An array of government initiatives for homegrown startups

After the 2023 Budget announcements, the central bank of Malaysia, Bank Negara Malaysia (BNM), increased its fund for small and medium-sized enterprises (SMEs) by RM 1.3 billion to RM 9.7 billion. Some of the BNM funds for SMEs are to provide financing at reasonable rates, while others are for providing relief and support to businesses that need it.

Some key examples of the government’s initiatives include:

High Tech and Green Facility (HTG): This initiative commits RM 1.1 billion for sustainable economic recovery. It enables startups to innovate and invest in technologies like green tech, biotech, and others.

Low Carbon Transition Facility (LCTF): The LCTF offers RM 1 billion, with participating financial institutions matching the funding to SMEs to enable them to adopt low-carbon and sustainable business practices. It means companies can focus on using renewable energy, seek sustainable raw materials, and more. LCTF aligns with the government’s vision for net-zero emissions by 2050.

Automation and Digitalisation Facility (ADF): This government resource uses its RM 1.5 billion budget to encourage businesses to adopt digital processes in their operations and automate to improve efficiency and productivity.
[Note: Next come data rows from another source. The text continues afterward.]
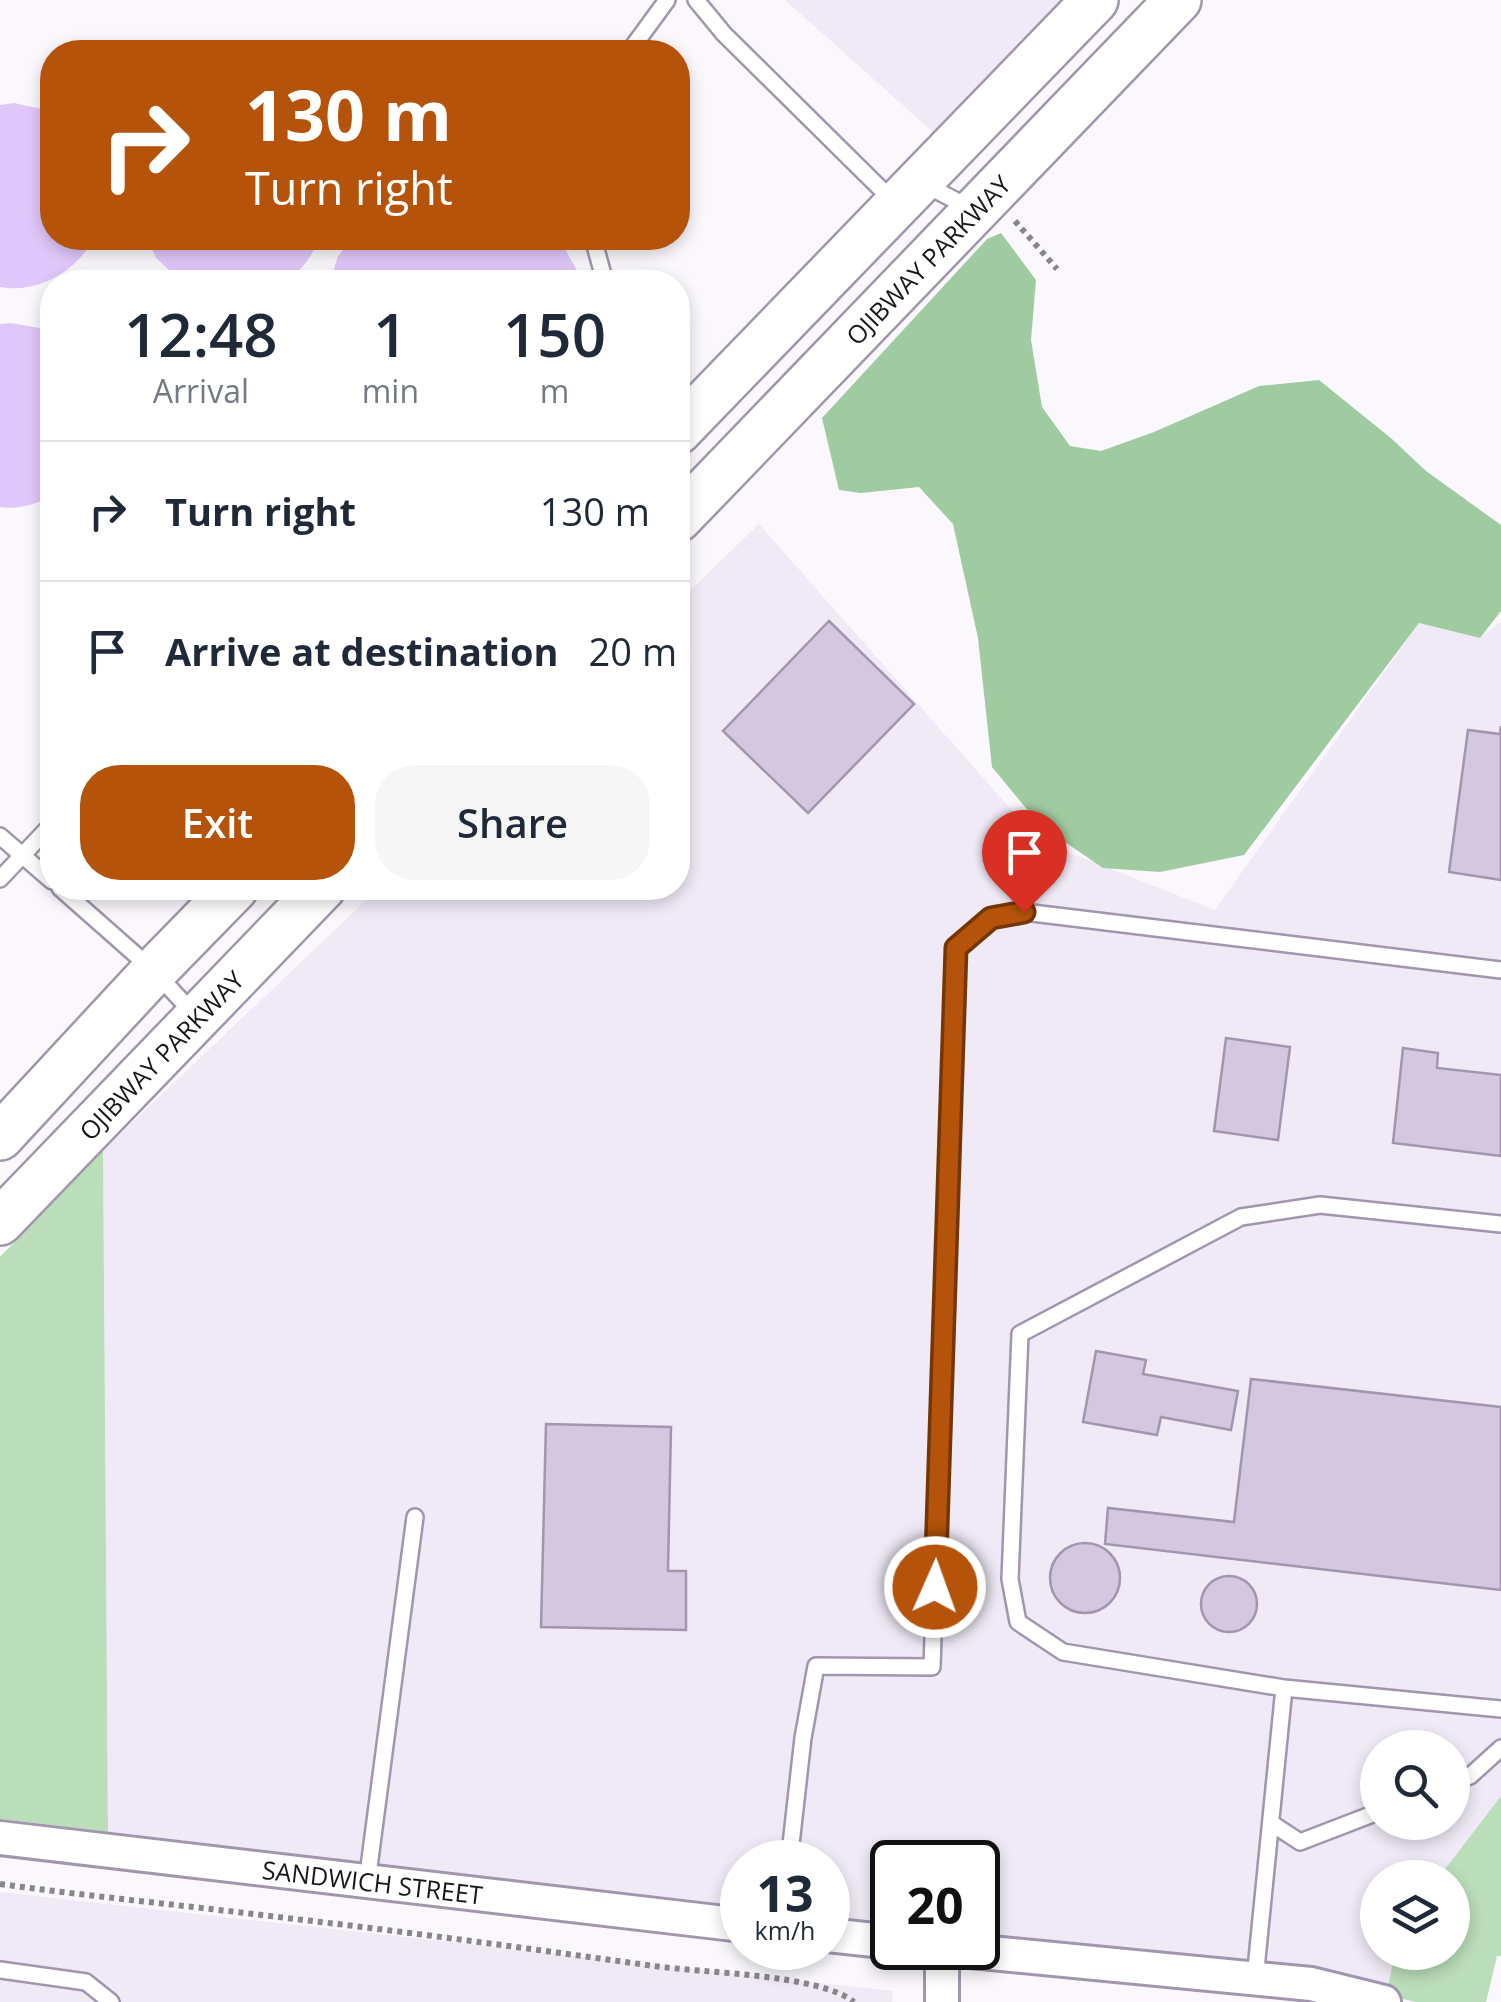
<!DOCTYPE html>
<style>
:root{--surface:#fff;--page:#f6f6f7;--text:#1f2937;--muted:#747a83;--line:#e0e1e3;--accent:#b45309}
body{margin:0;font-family:"Open Sans",sans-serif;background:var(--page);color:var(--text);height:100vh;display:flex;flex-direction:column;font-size:38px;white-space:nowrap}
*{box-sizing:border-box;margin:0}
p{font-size:32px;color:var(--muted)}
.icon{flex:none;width:55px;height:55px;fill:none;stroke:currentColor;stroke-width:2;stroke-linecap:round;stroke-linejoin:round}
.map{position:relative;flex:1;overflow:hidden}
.panel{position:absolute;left:40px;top:270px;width:650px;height:630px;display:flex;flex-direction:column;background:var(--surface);border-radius:40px;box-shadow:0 5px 15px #0003}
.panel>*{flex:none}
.guide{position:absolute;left:40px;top:40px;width:650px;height:210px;border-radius:40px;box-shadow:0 5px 15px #0003;background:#b45309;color:#fff;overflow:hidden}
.controls{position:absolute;left:1360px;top:1730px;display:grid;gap:20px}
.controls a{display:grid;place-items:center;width:110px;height:110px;border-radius:50%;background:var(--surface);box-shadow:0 5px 15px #0003;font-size:50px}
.speed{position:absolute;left:720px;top:1840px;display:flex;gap:20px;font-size:50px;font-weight:700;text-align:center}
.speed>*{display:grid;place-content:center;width:130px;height:130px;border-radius:50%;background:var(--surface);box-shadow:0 5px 15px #0003;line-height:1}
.speed small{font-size:25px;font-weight:400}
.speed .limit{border:5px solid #111;border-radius:15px;background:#fff;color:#111}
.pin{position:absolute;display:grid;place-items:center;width:85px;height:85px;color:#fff;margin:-102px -42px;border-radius:50% 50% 50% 0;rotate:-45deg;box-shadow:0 0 10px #0007}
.pin .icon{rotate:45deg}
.me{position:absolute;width:110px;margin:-55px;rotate:2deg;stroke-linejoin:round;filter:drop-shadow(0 0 8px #0008)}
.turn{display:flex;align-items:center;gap:35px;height:210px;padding:0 40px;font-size:45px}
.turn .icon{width:130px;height:130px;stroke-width:2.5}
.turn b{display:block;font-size:70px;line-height:85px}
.eta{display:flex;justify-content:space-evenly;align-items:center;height:170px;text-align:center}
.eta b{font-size:60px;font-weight:600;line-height:70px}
.button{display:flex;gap:20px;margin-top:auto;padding:20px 40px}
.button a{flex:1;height:115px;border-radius:40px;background:var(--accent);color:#fff;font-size:40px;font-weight:600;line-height:115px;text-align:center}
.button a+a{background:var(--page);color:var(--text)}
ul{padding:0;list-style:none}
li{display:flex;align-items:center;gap:30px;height:140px;padding:0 40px;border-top:2px solid var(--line)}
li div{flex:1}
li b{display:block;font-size:38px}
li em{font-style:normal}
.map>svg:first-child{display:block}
.built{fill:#efeaf6;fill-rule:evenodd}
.green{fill:#baddba}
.forest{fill:#a0caa0}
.water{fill:#e0c7fa}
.building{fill:#d3c8e0;stroke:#a196ad;stroke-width:2.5}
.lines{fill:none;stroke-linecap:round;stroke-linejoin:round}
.service-casing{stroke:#a196ad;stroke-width:20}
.minor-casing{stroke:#a196ad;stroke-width:38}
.secondary-casing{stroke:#a196ad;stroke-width:50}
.path{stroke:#88858c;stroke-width:6;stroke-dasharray:5 5;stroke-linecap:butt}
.service{stroke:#fff;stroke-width:15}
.minor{stroke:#fff;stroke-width:32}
.secondary{stroke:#fff;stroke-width:45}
.route-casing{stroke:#753606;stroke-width:25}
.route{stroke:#b45309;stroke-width:18}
.labels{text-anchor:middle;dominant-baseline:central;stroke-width:8;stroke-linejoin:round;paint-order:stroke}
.street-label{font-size:25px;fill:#19151d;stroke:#fff}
</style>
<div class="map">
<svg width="1501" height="2002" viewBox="0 0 1501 2002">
<rect width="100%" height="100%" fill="#faf8fd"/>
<path class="built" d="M785 0H1065L935 134Z
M759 524 1038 840 1215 910 1419 623 1480 638 1501 622V1796L1439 1877 1378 1878V1952L1395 1953 1386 1995 978 1943V1862H892V1932L828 1924V1862H742V1913L108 1832 103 1150 379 888H678V602ZM1378 1748H1452V1822H1378Z
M0 1892 893 1991 892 2002H0Z"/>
<path class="green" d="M103 1150 108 1832 0 1819V1257Z
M1501 1796V1956H1497L1486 2002H1416L1386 1995 1395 1953 1452 1952V1878L1439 1877Z"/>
<path class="forest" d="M1001 233 1036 280 1031 340 1042 407 1070 446 1101 451 1154 432 1259 386 1319 380 1392 439 1426 471 1501 525V611L1480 638 1419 623 1244 855 1160 872 1103 868 1040 825 992 767 978 638 953 524 919 487 861 493 839 490 822 418 987 239Z"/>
<path class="water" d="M14 103 42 109 52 115V238H94C77 271 38 294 0 287V105Z
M147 238H319C313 255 301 273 284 282H182L156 258Z
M353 238H559L580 276 581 282H330L338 256Z
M11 323 39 328 52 336V496C37 504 18 510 0 507V324Z"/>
<path class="building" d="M829 621 914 704 808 813 723 731Z
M1501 726V880L1449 872 1468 730 1500 734Z
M1226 1038 1290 1047 1278 1140 1214 1131Z
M1403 1048 1438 1053 1437 1068 1501 1075V1156L1393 1143Z
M1096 1351 1146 1360 1143 1374 1238 1391 1231 1430 1161 1417 1157 1435 1083 1422Z
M1251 1379 1501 1407V1590L1105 1544 1108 1508 1234 1522Z
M546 1424 671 1427 668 1571H686V1630L541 1627Z
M1050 1578a35 35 0 1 1 70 0a35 35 0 1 1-70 0Z
M1201 1604a28 28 0 1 1 56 0a28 28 0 1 1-56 0Z"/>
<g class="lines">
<g class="service-casing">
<path id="service" d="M696 0 724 34 892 200
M629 52 667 0
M924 184 970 208
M593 238 605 282
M0 836 52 881
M0 879 52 824
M60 888 154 971 194 1014
M1284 1688 1501 1709
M1452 1783 1470 1776 1501 1748
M1271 1823 1300 1842 1378 1812
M789 1862 803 1738 816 1666 932 1667 956 948 991 918 1024 912 1501 970
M367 1882 415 1517
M0 1970 86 1982 111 2002
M1255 1979 1284 1688 1063 1652 1018 1622 1010 1579 1020 1334 1241 1217 1320 1205 1501 1224"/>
</g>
<g class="minor-casing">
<g id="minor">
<path id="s1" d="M0 1838 742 1925"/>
<path d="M828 1935 892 1942"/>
<path d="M940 1948 1311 1984 1384 2002"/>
<path d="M942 2002V1948"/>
</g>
</g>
<g class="secondary-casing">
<g id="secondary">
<path d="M678 431 1095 0"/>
<path id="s2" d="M678 519 1178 0"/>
<path d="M0 1137 154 971 235 888"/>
<path id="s3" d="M0 1222 322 888"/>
</g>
</g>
<path class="path" d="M1015 221 1057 269
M0 1884C95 1897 191 1906 286 1918 409 1932 532 1949 654 1966 702 1973 819 1974 854 2002"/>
<use href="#service" class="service"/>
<use href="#minor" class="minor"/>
<use href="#secondary" class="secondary"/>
</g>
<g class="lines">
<g class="route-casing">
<path id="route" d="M935 1587 956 948 991 918 1024 912"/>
</g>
<use href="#route" class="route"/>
</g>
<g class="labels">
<g class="street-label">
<text stroke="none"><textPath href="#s2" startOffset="360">OJIBWAY PARKWAY</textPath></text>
<text stroke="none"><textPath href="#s3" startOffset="232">OJIBWAY PARKWAY</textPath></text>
<text stroke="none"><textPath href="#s1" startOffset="375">SANDWICH STREET</textPath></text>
</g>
</g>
</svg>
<div class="controls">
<a><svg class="icon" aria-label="search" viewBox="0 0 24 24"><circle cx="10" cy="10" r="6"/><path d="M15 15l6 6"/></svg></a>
<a><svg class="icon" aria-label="layers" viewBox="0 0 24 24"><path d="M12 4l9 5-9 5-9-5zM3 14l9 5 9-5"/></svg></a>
</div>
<div class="speed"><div>13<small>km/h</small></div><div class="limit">20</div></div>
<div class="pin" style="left:1024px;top:912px;background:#d93025"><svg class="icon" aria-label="arrive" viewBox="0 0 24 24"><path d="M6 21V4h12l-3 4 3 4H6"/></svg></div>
<svg class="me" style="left:935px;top:1587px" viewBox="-20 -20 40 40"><circle r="17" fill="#b45309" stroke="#fff" stroke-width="3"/><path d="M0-11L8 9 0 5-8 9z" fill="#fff"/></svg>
<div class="guide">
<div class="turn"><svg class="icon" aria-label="right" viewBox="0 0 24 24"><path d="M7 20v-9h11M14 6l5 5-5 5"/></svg><div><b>130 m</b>Turn right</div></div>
</div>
<section class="panel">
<div class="eta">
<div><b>12:48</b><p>Arrival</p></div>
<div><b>1</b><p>min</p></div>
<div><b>150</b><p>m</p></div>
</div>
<ul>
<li><svg class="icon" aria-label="right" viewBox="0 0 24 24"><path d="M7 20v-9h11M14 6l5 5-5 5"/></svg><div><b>Turn right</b></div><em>130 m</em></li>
<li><svg class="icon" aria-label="arrive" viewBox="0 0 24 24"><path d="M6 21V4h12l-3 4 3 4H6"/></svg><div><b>Arrive at destination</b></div><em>20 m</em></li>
</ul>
<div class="button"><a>Exit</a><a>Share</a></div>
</section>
</div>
The government seeks to boost its digital economy to contribute 25.5% of GDP by 2025, up from 22.6% in 2022.

Micro Enterprises Facility (MEF): The MEF uses RM 500 million to support digital gig workers, the self-employed, and microenterprises by offering working capital.
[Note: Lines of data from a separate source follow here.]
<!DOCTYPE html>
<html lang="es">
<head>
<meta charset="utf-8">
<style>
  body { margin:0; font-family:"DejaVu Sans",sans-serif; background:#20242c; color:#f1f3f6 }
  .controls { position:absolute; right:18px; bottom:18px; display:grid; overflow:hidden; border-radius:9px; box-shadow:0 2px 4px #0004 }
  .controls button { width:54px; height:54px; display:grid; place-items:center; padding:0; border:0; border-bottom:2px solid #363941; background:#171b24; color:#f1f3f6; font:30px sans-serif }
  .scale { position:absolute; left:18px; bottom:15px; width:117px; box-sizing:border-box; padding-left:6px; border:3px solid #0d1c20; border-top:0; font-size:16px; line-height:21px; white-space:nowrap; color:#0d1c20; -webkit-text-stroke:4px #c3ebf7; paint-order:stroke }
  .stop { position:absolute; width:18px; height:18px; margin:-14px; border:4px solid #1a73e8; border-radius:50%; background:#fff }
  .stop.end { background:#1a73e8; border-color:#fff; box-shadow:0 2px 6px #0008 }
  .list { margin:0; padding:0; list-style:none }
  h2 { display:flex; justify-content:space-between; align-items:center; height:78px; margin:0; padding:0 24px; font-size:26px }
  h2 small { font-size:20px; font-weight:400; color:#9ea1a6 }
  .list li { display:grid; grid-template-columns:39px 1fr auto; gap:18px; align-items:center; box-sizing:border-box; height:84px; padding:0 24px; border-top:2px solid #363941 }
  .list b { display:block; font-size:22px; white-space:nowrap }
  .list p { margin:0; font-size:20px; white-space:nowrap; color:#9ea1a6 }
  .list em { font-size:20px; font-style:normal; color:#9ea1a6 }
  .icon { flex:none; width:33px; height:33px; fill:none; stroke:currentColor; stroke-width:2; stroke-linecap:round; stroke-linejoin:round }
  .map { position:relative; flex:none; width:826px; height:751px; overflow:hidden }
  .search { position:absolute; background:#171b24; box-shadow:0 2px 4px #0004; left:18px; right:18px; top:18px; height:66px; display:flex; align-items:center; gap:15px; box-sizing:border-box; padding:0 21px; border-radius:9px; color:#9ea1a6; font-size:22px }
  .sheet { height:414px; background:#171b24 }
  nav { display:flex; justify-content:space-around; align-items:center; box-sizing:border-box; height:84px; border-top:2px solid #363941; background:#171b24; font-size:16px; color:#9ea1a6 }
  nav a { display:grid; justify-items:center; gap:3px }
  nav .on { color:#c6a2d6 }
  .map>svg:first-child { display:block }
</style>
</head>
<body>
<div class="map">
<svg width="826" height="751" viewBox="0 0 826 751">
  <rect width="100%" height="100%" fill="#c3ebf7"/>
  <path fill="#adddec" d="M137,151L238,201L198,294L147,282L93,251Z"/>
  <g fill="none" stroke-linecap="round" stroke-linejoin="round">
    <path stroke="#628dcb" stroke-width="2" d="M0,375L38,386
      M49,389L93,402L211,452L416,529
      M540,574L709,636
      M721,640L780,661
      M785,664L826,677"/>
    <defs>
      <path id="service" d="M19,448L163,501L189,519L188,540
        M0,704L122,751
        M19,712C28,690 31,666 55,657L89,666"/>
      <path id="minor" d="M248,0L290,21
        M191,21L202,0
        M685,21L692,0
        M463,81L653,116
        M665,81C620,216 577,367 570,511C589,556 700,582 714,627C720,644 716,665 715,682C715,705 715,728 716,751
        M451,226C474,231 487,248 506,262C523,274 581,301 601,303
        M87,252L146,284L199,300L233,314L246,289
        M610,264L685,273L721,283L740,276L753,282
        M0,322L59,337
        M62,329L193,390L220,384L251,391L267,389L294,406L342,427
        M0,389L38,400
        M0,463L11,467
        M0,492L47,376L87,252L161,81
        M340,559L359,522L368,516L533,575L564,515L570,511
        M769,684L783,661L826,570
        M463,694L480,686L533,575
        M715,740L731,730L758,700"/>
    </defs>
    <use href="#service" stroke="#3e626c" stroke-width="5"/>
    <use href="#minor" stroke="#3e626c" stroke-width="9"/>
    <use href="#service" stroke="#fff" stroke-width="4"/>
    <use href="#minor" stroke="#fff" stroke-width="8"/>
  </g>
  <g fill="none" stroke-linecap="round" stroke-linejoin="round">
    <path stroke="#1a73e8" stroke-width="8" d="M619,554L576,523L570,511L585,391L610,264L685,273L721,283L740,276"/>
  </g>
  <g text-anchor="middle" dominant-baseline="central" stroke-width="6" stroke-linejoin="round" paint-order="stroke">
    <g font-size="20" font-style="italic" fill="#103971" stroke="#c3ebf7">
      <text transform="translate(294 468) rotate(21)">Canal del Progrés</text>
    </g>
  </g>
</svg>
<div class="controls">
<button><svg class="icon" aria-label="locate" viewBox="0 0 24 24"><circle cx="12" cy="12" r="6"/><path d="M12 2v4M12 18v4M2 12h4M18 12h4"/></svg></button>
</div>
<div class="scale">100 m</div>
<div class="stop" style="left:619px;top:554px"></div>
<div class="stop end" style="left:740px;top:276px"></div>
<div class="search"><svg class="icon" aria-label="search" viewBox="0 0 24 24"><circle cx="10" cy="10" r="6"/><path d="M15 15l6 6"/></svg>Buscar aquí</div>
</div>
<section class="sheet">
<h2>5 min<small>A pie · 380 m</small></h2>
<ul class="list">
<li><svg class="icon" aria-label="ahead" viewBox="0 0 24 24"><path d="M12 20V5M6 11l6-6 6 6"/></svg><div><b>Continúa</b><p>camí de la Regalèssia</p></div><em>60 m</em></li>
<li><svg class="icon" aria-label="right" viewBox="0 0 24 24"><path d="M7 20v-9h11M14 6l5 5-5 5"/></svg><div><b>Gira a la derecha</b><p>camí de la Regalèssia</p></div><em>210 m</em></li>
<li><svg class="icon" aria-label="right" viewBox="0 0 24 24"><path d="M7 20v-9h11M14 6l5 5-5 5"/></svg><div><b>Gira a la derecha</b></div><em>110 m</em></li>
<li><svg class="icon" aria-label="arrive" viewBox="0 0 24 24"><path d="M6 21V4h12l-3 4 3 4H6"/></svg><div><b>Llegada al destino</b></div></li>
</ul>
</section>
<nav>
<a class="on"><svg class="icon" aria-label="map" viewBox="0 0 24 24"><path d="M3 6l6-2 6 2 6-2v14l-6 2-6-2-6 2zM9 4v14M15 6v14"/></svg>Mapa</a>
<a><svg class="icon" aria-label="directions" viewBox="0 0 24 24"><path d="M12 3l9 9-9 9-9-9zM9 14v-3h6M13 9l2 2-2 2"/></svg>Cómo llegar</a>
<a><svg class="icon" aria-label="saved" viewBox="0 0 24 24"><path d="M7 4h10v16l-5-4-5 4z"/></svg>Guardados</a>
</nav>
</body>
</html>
The role of GLICs and GLCs

Malaysian Prime Minister Datuk Seri Anwar Ibrahim said during a discussion on Budget 2023 that government-linked investment companies (GLICs) and government-linked companies (GLCs) could contribute to the concept of Malaysia Madani (Civil Malaysia). This new policy focuses on sustainability, renewable energy, development, innovation, and good governance. PM Anwar said the GLICs and GLCs could bring corporate social responsibility (CSR), support workers, hire new graduates, and increase investment in important growth sectors.

Thus, GLICs will invest RM 1.5 billion in local Malaysian startups. There will also be a tax deduction of up to RM 1.5 million for listing expenses on the stock market until 2025. The Malaysia Co-investment Fund (MyCIF) will offer RM 40 million to provide alternative funding methods for companies. These funds will help to attract talent in highly innovative sectors.

The bright future of startups in Malaysia

Even though forecasts indicate the total investment in Malaysia in 2025 will be USD 107 billion, late-stage funding for startups has been a problem, whereas early-stage funding has been better. As such, the government can use tax incentives, improve the ease of doing business to attract foreign investment and work on regulations to simplify listing companies locally to boost late-stage investments.

For several reasons, many startups will likely need help attracting funding from venture capital (VC) firms in 2023. Geopolitical tensions are ramping up in the region, with China and the United States sabre-rattling over the fate of Taiwan. Climate change concerns remain a significant issue, challenges of supply chain disruptions and foreign VC firms experiencing monetary pressures from their struggling economies are all other factors.

Regardless, the government’s initiatives have opened multiple financing avenues to maintain the rise of homegrown startups in Malaysia. The effective implementation of capital grants and funding can bring benefits and enhance the startup ecosystem in the country. According to the 2020 e-Conomy SEA report, talent acquisition remains a critical issue needing addressing if the economy wants to grow.

Startups in Malaysia can reach customers through smartphones, whose forecasted penetration will be 89.06% in 2023 and 89.48% by 2025. It means more excellent connectivity and access to financial technology (fintech) solutions. Moreover, the country began 5G services, and the target is to cover 80% of populated areas by 2024, meaning fast speeds, smart technology integrations for productivity, artificial intelligence, and more.

If innovative government initiatives are employed correctly, the startup ecosystem will thrive and encourage the continued expansion of the digital economy in Malaysia.